Once you lace up your blades or grab your board and venture out, resist the temptation to let your dog pull you along unless he is properly fitted in a harness. Until he is fully trained, you’ll also need to outfit your dog with a training collar. While the harness will prevent physical injury, your training collar will allow you to direct the dog until he can be under full voice control. It may look like fun with just a flat collar, but it’s safer for both of you if your dog participates in this sport as a team player, rather than the leader. Because most people generally roller blade in an area where they may encounter other skaters, always use the standard six-foot leash for this form of exercise so you can ensure your dog doesn’t get in other rollerbladers’ paths.


Believe it or not, it isn’t true that every dog is naturally inclined to fetch. Many dogs will either chase the object and then just leave it, grab it and run to engage you in a game of chase, or have absolutely no interest in the activity at all. If your dog is not naturally inclined to fetch, you can help him develop this drive or simply try an alternative form of play and exercise. For the game of fetch, try using a variety of balls and toys until you determine your dog’s favorite, and then reserve it just for together playtime.

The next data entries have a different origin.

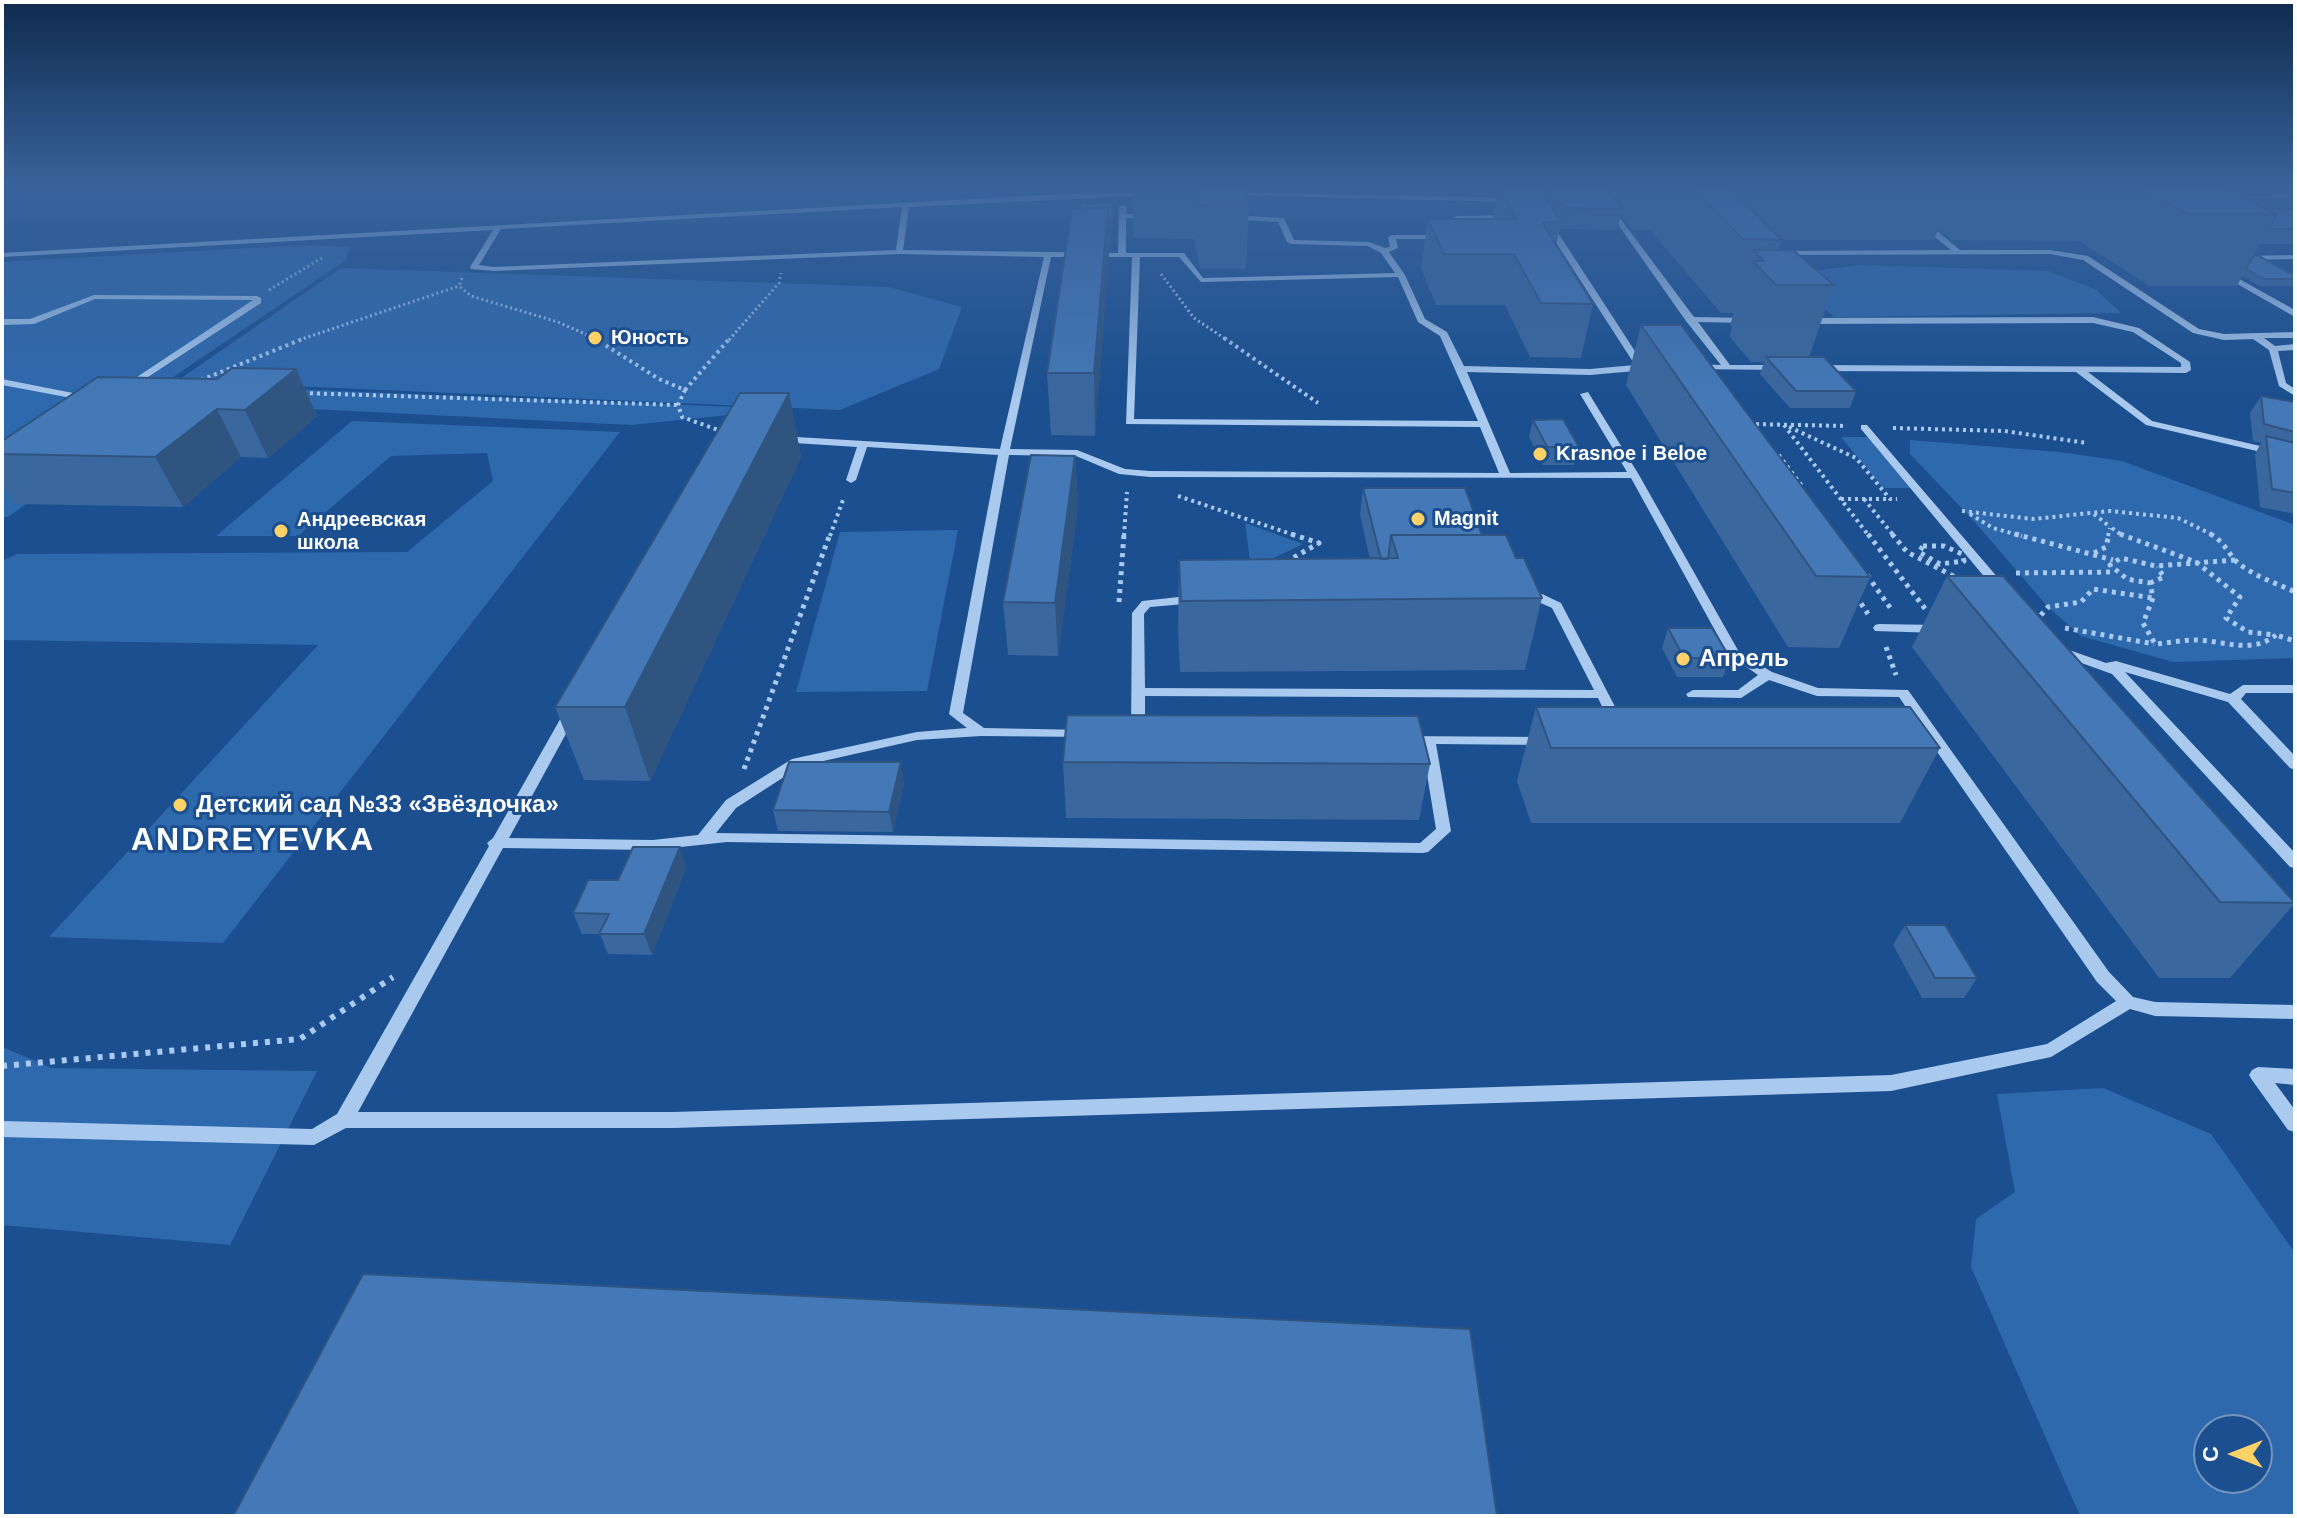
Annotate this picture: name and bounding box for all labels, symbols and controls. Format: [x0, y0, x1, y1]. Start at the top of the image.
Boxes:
place label: Юность [611, 326, 689, 350]
marker: Юность [586, 329, 604, 347]
place label: Krasnoe i Beloe [1556, 442, 1707, 466]
marker: Krasnoe i Beloe [1531, 445, 1549, 463]
place label: Magnit [1434, 507, 1498, 531]
place label: Андреевская школа [297, 508, 426, 555]
marker: Magnit [1409, 510, 1427, 528]
marker: Андреевская школа [272, 522, 290, 540]
place label: Апрель [1699, 645, 1789, 673]
marker: Апрель [1674, 650, 1692, 668]
place label: Детский сад №33 «Звёздочка» [196, 791, 559, 819]
marker: Детский сад №33 «Звёздочка» [171, 796, 189, 814]
district label: ANDREYEVKA [131, 822, 375, 860]
north arrow [2193, 1414, 2273, 1494]
text: С [2198, 1446, 2223, 1462]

Sorry, Frisbee fans. If your dog turns up his nose when you mention fetch, he probably won’t be interested in the Frisbee either. If, on the other hand, he loves to fetch, he will probably love to play Frisbee! Using a Frisbee made of cloth instead of plastic is preferable because it is less likely to cut his gums as he catches it. Many cloth Frisbees can be used on land and in water,and they’re packable for spur-of-the-moment play opportunities. They usually can be folded up to fit in your back pocket or your grooming bag.

Play dates and dog parks

Occasional playtime with another dog can be a fun release for your dog. Like horses, dogs receive immense mental benefit from time spent with their own species and, like us, develop close friendships. If you’re considering setting your dog up on a blind date, remember that dogs frequently do better meeting in motion and often do best with like-breeds, similar age, and opposite genders.

Let’s sum it up

Regardless of how much exercise they need, it’s important to follow these simple suggestions:

  • Start slow.
  • Begin with short distances and short sessions.
  • As your dog builds up stamina, can gradually increase the pace and the distance, but always end when the dog is still eager to do more.
  • Don’t exercise in very hot weather or on hot surfaces. Even though it’s spring, a few hot days tend to sneak in. Be aware that exercise on hot pavement is not only uncomfortable for your dog,but it can actually wear down his pads.
  • Remember to bring clean water or know where you will have access to it.
  • Vary the amount and type of exercise so you do not burn out your dog with repetition.
  • Pay attention to your dog’s post-exercise behavior, watching for limping, symptoms of heat exposure, and other signs they have had more than enough. Even dogs in good shape need to be monitored and can benefit from supplemental care.

Whatever exercise activities you choose, have fun and enjoy all the benefits of a healthy, happy dog and an enjoyable, lifelong partnership!